§ About this exercise: Pick every line with "bubble" from the material below.
[Records supplied]
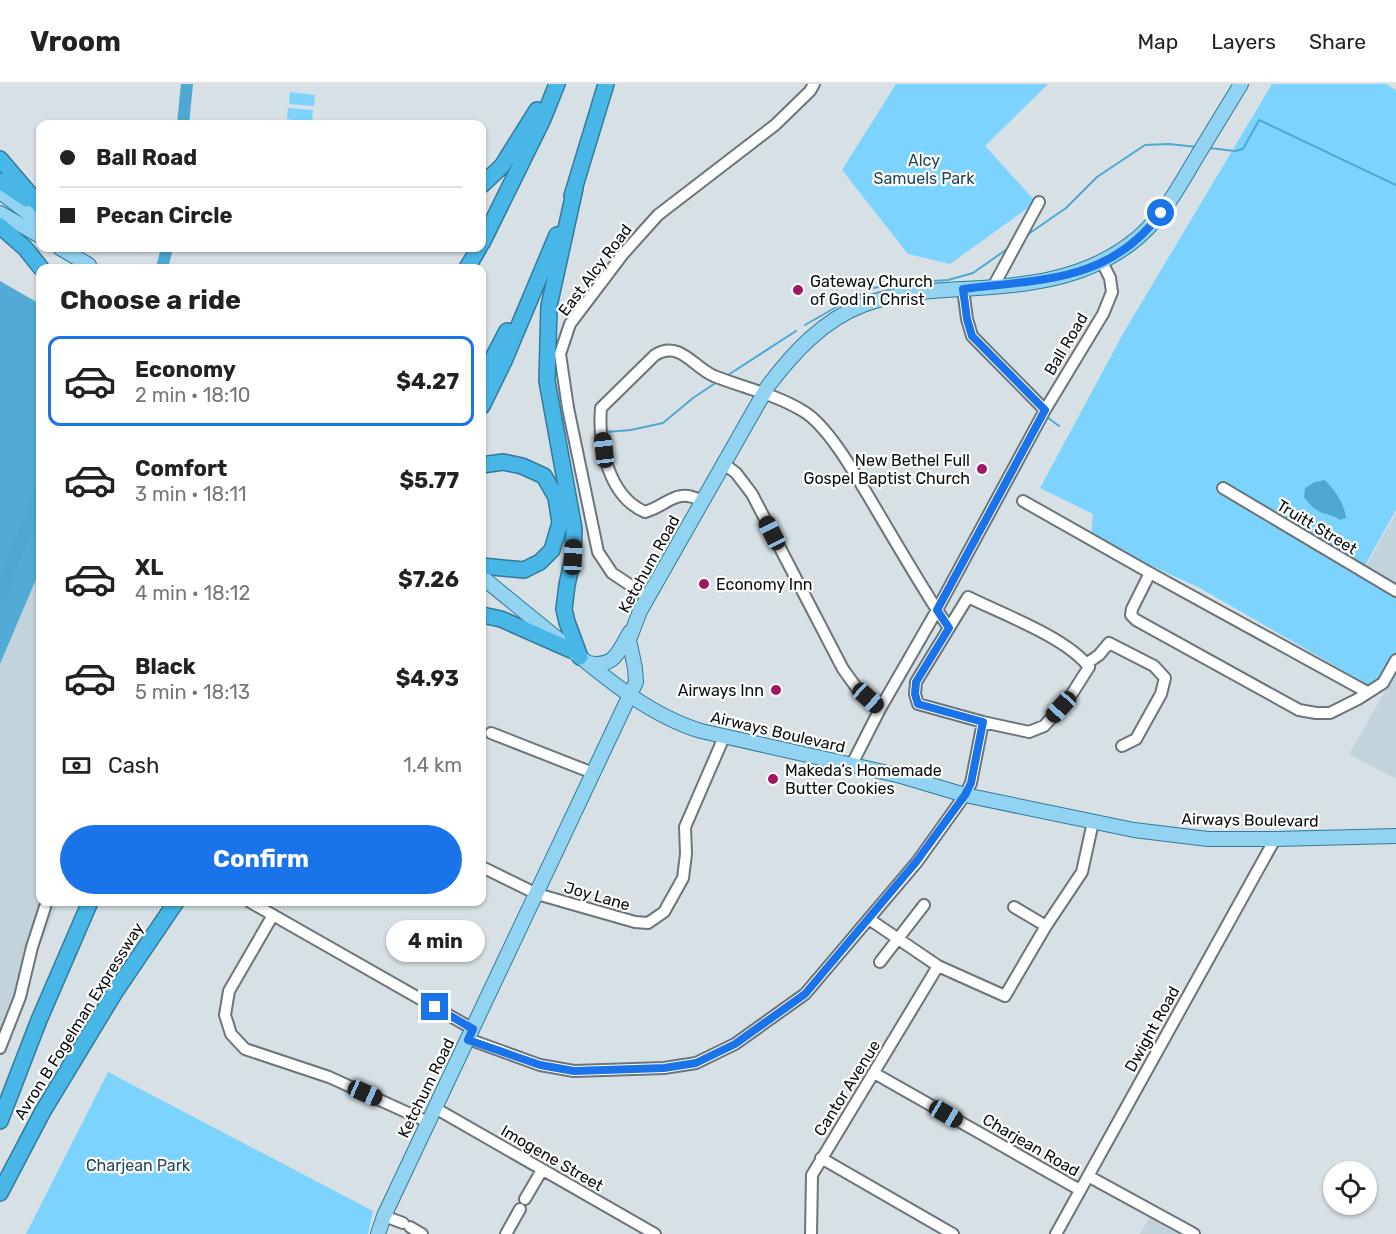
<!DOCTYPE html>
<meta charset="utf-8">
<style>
:root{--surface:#fff;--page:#f6f6f6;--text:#222;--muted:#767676;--line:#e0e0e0;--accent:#1a73e8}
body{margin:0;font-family:Rubik,sans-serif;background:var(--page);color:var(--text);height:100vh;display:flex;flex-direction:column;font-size:22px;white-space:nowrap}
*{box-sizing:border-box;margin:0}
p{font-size:20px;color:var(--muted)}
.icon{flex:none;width:33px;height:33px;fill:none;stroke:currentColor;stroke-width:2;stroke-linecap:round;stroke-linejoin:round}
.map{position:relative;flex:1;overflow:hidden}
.drawer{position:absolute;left:36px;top:180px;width:450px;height:642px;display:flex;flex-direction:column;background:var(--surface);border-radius:12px;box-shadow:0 2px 4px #0004}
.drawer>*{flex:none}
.banner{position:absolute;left:36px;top:36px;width:450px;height:132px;border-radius:12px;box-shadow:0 2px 4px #0004;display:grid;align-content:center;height:132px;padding:0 24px;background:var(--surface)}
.fabs{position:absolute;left:1323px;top:1077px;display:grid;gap:12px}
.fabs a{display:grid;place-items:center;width:54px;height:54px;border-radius:50%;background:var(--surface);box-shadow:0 2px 4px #0004;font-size:30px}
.end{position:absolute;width:27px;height:27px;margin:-14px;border:8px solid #1a73e8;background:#fff;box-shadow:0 0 0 3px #fff}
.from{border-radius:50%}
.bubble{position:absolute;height:42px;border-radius:21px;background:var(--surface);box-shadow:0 2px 4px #0004;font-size:20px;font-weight:700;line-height:42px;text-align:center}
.car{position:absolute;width:18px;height:36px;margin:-18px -9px;border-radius:8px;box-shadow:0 0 4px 2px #0007;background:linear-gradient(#222 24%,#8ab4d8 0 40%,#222 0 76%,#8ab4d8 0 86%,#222 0)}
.banner b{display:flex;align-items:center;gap:21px;height:57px;font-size:22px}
.banner b+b{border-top:2px solid var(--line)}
.banner i{width:15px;height:15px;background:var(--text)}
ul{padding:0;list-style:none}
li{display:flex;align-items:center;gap:18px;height:90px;margin:0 12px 9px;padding:0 12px;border:3px solid transparent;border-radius:12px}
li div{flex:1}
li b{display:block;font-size:22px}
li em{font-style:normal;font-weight:700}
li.selected{border-color:var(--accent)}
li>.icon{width:54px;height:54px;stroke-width:1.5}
h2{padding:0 24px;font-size:27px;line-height:72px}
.pay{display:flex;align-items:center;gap:15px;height:66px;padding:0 24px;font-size:22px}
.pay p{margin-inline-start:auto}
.cta{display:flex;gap:12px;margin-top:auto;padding:12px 24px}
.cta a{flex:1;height:69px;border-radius:36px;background:var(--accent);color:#fff;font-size:24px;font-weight:700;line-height:69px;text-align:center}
header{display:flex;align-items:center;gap:36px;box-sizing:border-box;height:84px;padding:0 30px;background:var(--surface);border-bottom:2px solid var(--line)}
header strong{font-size:28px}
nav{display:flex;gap:33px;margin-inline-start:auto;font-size:21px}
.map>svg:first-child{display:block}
</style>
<header>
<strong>Vroom</strong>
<nav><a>Map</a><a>Layers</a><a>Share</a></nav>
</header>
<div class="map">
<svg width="1396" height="1150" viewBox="0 0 1396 1150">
<rect width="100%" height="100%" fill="#d6e0e5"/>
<path fill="#c2d3dc" d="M1396 429V502L1365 484Z
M40 486V818H59L0 953V580Z
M1396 588V695L1349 670Z
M1149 1134 1178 1150H1140Z"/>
<path fill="#7cd4fe" d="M896 0H1048L985 62 1036 118 950 180 908 170 842 86Z
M1272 0H1386L1396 6V426L1364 483 1396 507V570L1381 596 1372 603 1198 503 1145 479 1091 450 1093 430 1040 404 1124 248Z
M290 8 315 11 314 22 289 20Z
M288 24 313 26 312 38 287 35Z
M108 988 373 1127 368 1150H26Z"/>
<path fill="#51abd4" d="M0 197 40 220V486L0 580Z"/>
<path fill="#4ea8d1" d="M1325 396C1335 407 1344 418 1346 434L1340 436C1333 430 1323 431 1315 425 1311 422 1307 417 1304 413L1305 404 1315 398Z"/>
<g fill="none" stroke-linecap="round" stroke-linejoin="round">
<path stroke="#4ea8d1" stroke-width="2" d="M1209 64 1235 67 1243 65 1259 36 1396 101
M1027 151 1066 124 1097 93 1145 61 1169 60 1197 63
M164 182 167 184
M893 200 948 196 973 189 1010 163
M848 217 873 204 892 201
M805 241 838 222
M728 291 796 247
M1047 333 1059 342
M606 348 631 346 663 339 693 314 717 298"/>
<path stroke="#4ea8d1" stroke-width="12" d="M183 40 187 0
M162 184 167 164
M0 509 40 410"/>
<defs>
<path id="minor" d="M993 203 1039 118
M963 205 967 235 972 252 1045 326
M723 379 736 389 752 410 843 585 856 603 880 625
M1223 404 1396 507
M702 417C675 403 669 421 645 428 608 412 598 360 601 324L655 271C680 256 693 283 714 292 744 304 775 310 803 327 830 343 859 397 876 425 896 459 916 493 937 526L949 544
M1023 417 1150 489 1367 608
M1150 489 1132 525 1131 531 1136 536 1299 626 1316 629H1330L1358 615 1383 599 1396 576
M648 513 612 489 598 468 568 324 560 270 570 240 623 170 658 131 775 41 810 7 814 0
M968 513C1002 530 1066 553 1089 583L1068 616 1044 642 1029 648 983 638 918 620 915 610 916 598Z
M1086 580 1099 571 1109 559 1154 582 1165 594 1161 610 1136 655 1122 662
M491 649 593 689
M851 682 880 625 937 526 1045 326 1103 230 1112 208 1110 194 1102 178
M482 783 537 810 635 838 648 839 664 828 683 794 686 770 685 743 724 653
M250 818 473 945
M1014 823 1046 842
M273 831 229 907 225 931 231 950 245 965 329 993 428 1038
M869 835 938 882 1005 912 1046 842 1082 788 1093 738
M880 878 924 821
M468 955 540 981 574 987 664 984 696 979 735 960 805 910 917 778 965 711 971 699 983 638
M0 964 20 913 32 863 45 823
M874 989 1080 1106
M435 1024 655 1150
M821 1074 953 1150
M1088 1092 1194 1150
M525 1115 542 1086
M384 1132 403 1139
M410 1143 422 1150
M506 1150 520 1125
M811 1150 812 1091 938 882
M1056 1150 1275 755"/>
<path id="major" d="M0 108 40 138
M0 129 40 152
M60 164 89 181
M482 493C510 516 539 540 568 563 608 596 651 632 701 647L901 692 965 711 1134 746 1208 755H1275L1396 752
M588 579C615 584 618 568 630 548
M378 1150 384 1132 636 598 635 584 629 556 640 527 768 302C793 269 823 236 863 221 895 209 929 207 962 205 1021 202 1081 197 1130 160 1160 138 1177 106 1196 74 1211 49 1226 25 1241 0"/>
<path id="highway" d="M0 75 40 122
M0 97 27 115
M482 101 502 82 537 26
M575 104 549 222 547 297 574 445 573 473 567 501 564 525 567 538 580 573
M572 112 606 0
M0 142 25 164 41 184
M482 159 543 35 557 0
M467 184 479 164
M482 295 507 247
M482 322 504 277 557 151
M482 381 503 378 522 382 544 392 556 413 560 439 552 466 540 478 524 486 482 482
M482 531 501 535 571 566
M0 1037 39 936 90 818
M0 1109 43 1027 115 908 176 818"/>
</defs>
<use href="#minor" stroke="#6c7579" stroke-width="14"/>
<use href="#major" stroke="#327b9b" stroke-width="16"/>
<use href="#highway" stroke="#327b9b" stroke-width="18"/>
<use href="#minor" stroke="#fff" stroke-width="10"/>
<use href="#major" stroke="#91d3f1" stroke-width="14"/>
<use href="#highway" stroke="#48b6e7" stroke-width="15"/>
</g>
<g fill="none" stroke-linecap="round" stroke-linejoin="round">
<path stroke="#1a73e8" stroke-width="8" d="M435 923 473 945 468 956 540 981 574 987 664 984 696 979 735 960 805 910 916 778 965 711 971 699 983 638 918 620 915 610 916 598 949 544 937 526 1045 326 972 252 967 235 963 205C1040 195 1109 199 1161 129"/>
</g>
<g fill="#a01763" stroke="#fff" stroke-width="2">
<circle cx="798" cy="206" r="6"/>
<circle cx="982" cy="385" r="6"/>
<circle cx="704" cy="500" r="6"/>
<circle cx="776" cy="606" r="6"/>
<circle cx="773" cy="695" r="6"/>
</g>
<g text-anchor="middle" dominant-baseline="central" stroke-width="4.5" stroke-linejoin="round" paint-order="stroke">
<g font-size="16" fill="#22495c" stroke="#fff">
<text x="924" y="76">Alcy<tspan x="924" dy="18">Samuels Park</tspan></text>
<text x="138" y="1081">Charjean Park</text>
</g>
<g font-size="16" fill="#0a0e0f" stroke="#fff">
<text transform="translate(595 186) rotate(-53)">East Alcy Road</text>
<text transform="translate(1066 260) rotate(-59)">Ball Road</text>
<text transform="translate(1317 443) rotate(31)">Truitt Street</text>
<text transform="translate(649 480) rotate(-61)">Ketchum Road</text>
<text transform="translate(778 648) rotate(13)">Airways Boulevard</text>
<text transform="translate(1250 736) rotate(1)">Airways Boulevard</text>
<text transform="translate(597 812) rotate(16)">Joy Lane</text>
<text transform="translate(79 937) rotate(-58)">Avron B Fogelman Expressway</text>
<text transform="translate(1152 945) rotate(-61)">Dwight Road</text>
<text transform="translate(426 1004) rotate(-64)">Ketchum Road</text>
<text transform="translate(847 1004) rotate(-58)">Cantor Avenue</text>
<text transform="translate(1031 1061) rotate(30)">Charjean Road</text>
<text transform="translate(552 1074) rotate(30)">Imogene Street</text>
</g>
<g font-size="16" fill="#0a0e0f" stroke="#fff" text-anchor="start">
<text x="810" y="197">Gateway Church<tspan x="810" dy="18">of God in Christ</tspan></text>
<text x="970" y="376" text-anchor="end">New Bethel Full<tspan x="970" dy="18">Gospel Baptist Church</tspan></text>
<text x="716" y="500">Economy Inn</text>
<text x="764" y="606" text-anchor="end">Airways Inn</text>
<text x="785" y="686">Makeda’s Homemade<tspan x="785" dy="18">Butter Cookies</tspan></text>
</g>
</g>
</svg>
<div class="fabs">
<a><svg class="icon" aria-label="locate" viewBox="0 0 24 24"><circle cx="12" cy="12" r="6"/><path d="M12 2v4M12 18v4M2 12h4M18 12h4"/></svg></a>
</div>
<i class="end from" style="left:1161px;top:129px"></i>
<i class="end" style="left:435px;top:923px"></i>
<div class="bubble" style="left:386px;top:836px;width:99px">4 min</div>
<i class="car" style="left:604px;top:366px;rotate:353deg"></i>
<i class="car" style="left:772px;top:449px;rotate:333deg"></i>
<i class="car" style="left:573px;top:473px;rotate:2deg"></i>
<i class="car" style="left:868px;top:614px;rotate:132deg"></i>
<i class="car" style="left:1061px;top:623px;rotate:222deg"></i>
<i class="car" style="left:365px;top:1009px;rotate:114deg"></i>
<i class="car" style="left:946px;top:1030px;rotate:120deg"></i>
<div class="banner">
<b><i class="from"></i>Ball Road</b>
<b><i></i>Pecan Circle</b>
</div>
<section class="drawer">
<h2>Choose a ride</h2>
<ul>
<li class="selected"><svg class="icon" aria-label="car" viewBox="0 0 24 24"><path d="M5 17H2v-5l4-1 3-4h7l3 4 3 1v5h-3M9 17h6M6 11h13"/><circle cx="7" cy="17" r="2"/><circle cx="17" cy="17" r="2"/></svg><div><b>Economy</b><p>2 min · 18:10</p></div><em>$4.27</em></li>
<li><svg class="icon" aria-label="car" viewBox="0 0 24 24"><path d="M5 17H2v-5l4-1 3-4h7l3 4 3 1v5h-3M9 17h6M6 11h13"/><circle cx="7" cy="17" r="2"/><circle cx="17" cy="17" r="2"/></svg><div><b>Comfort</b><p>3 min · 18:11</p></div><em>$5.77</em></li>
<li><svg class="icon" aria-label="car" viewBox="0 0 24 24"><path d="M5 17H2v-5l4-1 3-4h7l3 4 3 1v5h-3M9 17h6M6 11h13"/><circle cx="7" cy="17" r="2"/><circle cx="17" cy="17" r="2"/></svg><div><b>XL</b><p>4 min · 18:12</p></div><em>$7.26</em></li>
<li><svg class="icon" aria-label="car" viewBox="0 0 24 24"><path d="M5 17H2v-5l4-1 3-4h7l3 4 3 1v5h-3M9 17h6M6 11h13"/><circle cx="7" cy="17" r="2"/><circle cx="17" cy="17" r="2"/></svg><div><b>Black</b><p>5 min · 18:13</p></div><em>$4.93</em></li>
</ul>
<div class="pay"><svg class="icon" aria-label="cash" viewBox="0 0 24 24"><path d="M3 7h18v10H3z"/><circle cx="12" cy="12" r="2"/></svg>Cash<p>1.4 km</p></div>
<div class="cta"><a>Confirm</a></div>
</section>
</div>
[/Records supplied]
§ Exercise answer:
.bubble{position:absolute;height:42px;border-radius:21px;background:var(--surface);box-shadow:0 2px 4px #0004;font-size:20px;font-weight:700;line-height:42px;text-align:center}
<div class="bubble" style="left:386px;top:836px;width:99px">4 min</div>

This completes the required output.